Taormina. “Apprendere che l’Amministrazione comunale abbia avviato una “interlocuzione” con gli hotel a cinque stelle sulle prospettive per il dopo lockdown ci lascia perplessi. Di certo noi, ad oggi, in questo contesto non siamo stati interpellati. Al di là di eventuali smentite di circostanza, un precedente esiste e già nel settembre dello scorso anno si era verificata un’analoga circostanza e il medesimo tentativo di discutere con le singole strutture bypassando l’Associazione Albergatori”. Lo afferma in una nota il presidente dell’Associazione Albergatori Taormina, Italo Mennella.

Modus operandi. “L’Associazione Albergatori di Taormina – evidenzia Mennella – è una realtà di riferimento nell’industria dell’ospitalità, di cui non si può non tenere conto. Federalberghi vanta 62 anni di storia ed esperienza nel campo del turismo italiano ed internazionale. La cosa più strana è che da una parte si chiede unità e si fa appello alla collaborazione, che mai come in questo momento dovrebbe essere la premessa essenziale di ogni azione mirata a far ripartire la città, ma dall’altro intanto si crea divisione. E’ nel modus operandi di questa Amministrazione, che convoca solo in alcune circostanze le forze produttive, le inserisce in un tavolo istituzionale di concertazione ma al contempo porta avanti anche altre consultazioni”.

Modello Conte. “Non possiamo, altresì, non esprimere perplessità sulla commissione formata dal sindaco per la “fase 2” dell’emergenza Coronavirus. Si va, in tal modo, ad emulare il modello Conte, che si è affidato a tanti (troppi) esperti e “scienziati del virus”, che oggi stanno litigando e stanno portando alla deriva il Paese. Si parla di “campagne di comunicazione” per Taormina: ma si è compreso davvero come stanno le cose e la portata di questa crisi?

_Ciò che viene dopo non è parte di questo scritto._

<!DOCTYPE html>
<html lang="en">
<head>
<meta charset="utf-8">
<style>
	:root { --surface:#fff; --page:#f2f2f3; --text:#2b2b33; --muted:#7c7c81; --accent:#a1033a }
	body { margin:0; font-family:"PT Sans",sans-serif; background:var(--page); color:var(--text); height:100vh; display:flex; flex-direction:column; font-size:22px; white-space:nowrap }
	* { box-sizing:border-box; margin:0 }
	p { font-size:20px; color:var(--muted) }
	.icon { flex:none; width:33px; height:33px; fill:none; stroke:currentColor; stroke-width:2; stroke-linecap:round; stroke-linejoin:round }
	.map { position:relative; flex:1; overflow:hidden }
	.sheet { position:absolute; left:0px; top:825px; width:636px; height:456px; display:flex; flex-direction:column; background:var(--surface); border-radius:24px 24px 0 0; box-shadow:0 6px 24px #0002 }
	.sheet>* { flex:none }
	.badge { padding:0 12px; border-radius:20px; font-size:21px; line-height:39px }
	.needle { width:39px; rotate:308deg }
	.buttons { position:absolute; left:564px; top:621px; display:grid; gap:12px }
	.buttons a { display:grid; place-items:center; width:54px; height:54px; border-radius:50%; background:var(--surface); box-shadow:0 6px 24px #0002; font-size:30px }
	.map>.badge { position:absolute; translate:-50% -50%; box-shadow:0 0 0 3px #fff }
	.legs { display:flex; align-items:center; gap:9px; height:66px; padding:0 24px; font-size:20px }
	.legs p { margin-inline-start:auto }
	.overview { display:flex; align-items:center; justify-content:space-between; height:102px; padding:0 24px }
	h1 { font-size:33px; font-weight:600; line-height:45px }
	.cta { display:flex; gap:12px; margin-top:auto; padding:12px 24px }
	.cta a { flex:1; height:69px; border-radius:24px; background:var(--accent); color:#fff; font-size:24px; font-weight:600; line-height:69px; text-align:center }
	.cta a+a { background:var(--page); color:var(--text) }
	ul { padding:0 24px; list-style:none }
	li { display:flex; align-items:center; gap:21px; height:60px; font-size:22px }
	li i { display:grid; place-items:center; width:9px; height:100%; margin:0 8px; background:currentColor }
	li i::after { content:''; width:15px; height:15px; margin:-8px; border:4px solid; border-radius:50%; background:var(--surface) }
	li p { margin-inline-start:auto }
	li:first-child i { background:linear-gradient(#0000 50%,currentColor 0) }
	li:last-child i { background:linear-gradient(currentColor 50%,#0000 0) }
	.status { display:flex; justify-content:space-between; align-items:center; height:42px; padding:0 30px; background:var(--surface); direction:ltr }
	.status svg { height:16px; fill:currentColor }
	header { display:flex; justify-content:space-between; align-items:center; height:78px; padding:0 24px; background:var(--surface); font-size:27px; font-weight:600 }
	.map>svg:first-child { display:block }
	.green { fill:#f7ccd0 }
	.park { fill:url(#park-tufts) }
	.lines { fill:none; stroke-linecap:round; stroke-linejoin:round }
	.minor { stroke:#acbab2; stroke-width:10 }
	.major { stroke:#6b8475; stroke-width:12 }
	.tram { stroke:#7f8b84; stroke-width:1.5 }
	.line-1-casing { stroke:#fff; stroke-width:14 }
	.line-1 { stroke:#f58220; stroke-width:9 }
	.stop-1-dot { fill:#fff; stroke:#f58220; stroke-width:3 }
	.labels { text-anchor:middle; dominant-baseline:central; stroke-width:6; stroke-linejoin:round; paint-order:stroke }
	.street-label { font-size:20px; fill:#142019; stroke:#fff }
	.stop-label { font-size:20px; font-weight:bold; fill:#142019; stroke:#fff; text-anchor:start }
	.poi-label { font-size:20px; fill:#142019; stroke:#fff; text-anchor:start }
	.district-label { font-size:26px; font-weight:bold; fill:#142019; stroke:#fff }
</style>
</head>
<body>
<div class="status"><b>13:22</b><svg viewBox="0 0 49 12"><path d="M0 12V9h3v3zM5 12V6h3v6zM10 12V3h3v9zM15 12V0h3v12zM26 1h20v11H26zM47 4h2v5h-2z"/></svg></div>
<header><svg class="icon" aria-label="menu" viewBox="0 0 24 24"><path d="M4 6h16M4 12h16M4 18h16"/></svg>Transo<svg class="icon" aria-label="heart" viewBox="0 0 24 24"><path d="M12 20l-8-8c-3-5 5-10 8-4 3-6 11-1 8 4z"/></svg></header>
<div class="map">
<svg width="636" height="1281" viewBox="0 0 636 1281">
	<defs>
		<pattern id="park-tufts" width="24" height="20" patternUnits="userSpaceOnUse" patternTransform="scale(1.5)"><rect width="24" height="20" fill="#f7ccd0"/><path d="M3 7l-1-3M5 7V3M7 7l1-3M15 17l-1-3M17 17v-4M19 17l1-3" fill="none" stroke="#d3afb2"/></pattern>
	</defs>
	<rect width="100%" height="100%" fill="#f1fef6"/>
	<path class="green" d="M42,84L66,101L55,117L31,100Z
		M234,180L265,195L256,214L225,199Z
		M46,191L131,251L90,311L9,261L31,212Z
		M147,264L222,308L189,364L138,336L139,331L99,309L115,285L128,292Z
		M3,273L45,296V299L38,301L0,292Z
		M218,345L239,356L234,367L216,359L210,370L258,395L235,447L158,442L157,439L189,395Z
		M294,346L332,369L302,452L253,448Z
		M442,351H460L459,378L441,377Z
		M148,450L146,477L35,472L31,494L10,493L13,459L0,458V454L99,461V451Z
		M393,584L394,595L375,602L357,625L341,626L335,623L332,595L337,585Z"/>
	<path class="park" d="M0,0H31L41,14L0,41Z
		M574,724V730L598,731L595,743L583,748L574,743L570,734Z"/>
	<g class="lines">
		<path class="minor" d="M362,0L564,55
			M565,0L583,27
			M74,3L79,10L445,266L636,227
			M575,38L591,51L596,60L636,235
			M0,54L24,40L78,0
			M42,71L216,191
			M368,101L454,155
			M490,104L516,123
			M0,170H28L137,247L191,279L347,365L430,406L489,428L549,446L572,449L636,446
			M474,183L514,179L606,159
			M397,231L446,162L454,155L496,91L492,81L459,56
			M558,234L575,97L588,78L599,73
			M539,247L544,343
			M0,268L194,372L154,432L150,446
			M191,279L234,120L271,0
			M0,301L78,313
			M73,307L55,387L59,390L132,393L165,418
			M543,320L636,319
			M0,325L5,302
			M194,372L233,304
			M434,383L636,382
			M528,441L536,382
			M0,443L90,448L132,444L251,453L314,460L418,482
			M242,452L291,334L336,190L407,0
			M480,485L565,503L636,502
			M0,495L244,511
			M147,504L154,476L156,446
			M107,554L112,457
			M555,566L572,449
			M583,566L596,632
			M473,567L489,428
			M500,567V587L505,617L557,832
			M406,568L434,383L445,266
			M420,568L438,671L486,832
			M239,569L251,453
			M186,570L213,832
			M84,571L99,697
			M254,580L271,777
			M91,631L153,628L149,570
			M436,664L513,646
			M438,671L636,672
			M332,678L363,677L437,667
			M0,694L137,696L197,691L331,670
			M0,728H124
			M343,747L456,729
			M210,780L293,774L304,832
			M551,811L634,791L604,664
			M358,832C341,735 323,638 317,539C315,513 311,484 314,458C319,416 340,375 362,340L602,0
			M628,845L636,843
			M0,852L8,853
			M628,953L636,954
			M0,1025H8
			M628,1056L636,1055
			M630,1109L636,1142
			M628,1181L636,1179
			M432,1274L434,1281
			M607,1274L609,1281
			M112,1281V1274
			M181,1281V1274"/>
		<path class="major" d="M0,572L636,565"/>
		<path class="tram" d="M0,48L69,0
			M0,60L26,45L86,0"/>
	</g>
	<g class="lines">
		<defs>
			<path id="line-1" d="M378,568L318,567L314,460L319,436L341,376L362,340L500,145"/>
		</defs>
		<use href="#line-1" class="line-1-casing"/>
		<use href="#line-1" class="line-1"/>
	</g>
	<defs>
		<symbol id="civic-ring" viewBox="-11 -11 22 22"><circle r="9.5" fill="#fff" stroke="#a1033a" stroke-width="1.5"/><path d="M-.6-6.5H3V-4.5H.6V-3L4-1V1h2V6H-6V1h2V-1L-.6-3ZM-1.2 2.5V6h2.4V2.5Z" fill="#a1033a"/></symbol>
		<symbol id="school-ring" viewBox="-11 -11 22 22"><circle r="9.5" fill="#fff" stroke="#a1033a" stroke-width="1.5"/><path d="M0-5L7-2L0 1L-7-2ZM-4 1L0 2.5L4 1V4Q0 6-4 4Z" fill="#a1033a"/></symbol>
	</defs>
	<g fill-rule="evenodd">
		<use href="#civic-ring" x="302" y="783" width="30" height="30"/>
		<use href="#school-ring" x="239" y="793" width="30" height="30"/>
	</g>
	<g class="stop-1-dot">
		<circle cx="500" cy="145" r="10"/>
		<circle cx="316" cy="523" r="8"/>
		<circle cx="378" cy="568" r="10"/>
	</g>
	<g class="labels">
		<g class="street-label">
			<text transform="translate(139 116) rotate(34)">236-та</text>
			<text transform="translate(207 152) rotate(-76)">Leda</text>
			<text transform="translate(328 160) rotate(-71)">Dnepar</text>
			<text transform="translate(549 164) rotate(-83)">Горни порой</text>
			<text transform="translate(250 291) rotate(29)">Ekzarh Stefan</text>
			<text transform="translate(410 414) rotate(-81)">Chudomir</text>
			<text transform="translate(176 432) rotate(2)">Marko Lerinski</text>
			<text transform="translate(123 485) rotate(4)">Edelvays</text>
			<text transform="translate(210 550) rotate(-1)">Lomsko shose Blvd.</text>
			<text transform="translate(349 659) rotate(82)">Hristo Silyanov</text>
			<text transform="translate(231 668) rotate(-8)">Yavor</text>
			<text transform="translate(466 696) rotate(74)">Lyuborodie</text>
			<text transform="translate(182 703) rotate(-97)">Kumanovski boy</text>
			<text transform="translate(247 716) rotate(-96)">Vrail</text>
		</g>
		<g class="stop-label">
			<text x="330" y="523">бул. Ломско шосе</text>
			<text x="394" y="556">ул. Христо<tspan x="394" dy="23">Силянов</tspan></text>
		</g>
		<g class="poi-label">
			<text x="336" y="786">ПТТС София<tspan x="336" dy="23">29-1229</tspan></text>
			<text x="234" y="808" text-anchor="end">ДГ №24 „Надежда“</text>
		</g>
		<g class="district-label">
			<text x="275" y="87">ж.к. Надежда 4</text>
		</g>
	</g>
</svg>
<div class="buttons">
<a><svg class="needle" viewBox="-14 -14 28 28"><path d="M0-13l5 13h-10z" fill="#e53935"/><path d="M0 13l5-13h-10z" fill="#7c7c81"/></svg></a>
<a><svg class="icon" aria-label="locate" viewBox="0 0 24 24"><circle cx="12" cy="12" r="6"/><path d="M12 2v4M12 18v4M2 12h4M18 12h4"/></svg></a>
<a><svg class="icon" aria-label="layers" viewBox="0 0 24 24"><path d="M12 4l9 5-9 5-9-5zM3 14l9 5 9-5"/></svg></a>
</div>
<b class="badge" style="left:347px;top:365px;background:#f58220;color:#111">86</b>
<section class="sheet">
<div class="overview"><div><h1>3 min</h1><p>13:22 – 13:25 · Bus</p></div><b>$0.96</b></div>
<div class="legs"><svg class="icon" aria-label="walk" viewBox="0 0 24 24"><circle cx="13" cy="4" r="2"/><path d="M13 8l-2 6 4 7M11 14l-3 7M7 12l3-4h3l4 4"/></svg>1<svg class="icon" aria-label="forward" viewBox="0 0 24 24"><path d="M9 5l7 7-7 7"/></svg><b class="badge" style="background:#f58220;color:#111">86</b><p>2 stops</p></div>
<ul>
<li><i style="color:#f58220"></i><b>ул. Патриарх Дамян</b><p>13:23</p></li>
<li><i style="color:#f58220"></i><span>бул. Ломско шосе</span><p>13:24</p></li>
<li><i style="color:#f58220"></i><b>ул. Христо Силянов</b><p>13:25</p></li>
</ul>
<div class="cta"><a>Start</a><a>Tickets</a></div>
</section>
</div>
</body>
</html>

No alle fughe in avanti. “Siamo rammaricati per alcune iniziative del sindaco, attorno al quale orbita qualche “consigliore” probabilmente in cerca di visibilità. Ma di fronte agli effetti epocali di una pandemia che sta distruggendo l’economia e il turismo del Paese e minaccia anche la nostra città, non ci può essere spazio per i personalismi. Riteniamo che senza le sinergie e senza un percorso strategico e programmatico condiviso, ponderato e concreto non si possa andare da nessuna parte. Non è pensabile che la soluzione ai problemi sia quella delle fughe in avanti. Non si può dare credito nemmeno a “mistificatori” o “neoalbergatori”, né vecchi personaggi politici che fanno credere di essere in possesso della pietra filosofale del turismo”.

Fondi per lavoratori e imprese. “Mentre tutti dibattono e qualcuno ritiene di poter andare avanti senza il nostro apporto, noi albergatori continuiamo a fare la nostra parte, con impegno e con il senso di responsabilità che da sempre ci contraddistingue. Ritengo, a tal proposito, opportuno evidenziare che l’Ente Bilaterale per il Turismo Siciliano, che ho l’onore di presiedere, ha stanziato 700 mila euro per i lavoratori e le lavoratrici e le imprese del turismo. Un sostegno concreto alle professionalità (e alle loro famiglie) che non hanno avuto al momento alcun aiuto dallo Stato e che non possono essere dimenticate e abbandonate ad un destino di povertà economica e sociale”.

Trasporti bloccati. “Vogliamo chiarire a chi alimenta in questi giorni confusione o illusorie aspettative sulla situazione degli alberghi di Taormina, che allo stato attuale delle cose non si può non tenere conto delle notizie che arrivano dal mondo ed è eloquente anche quanto asserito in queste ore dal premier Conte, che ha parlato di un’opportunità di ripartenza non prima di fine settembre. Il trasporto aereo è fermo in tutto il mondo. L’unica novità è che alle Baleari tra 20 giorni inizieranno i voli con una “no virus destination” che prevede sconti dal 20 al 30 per cento”.

Le valutazioni delle compagnie straniere. “Le multinazionali presenti a Taormina, alcune delle quali sono soci di Federalberghi, potranno anche fare, legittimamente, delle scelte diverse e riaprire ponendo in essere delle operazioni di immagine, ma dispongono di capitali tali da poter ammortizzare eventuali mancati fatturati e, comunque, siamo convinti che faranno scelte oculate e non intendano sprecare le loro risorse in una tale situazione. La gran parte delle attività alberghiere del nostro territorio sta facendo valutazioni che tengono conto del quadro drammatico in atto e dell’impossibilità oggettiva di effettuare una riapertura immediata, in assenza delle necessarie condizioni e soprattutto della clientela che è elemento vitale e imprescindibile per le imprese del turismo”.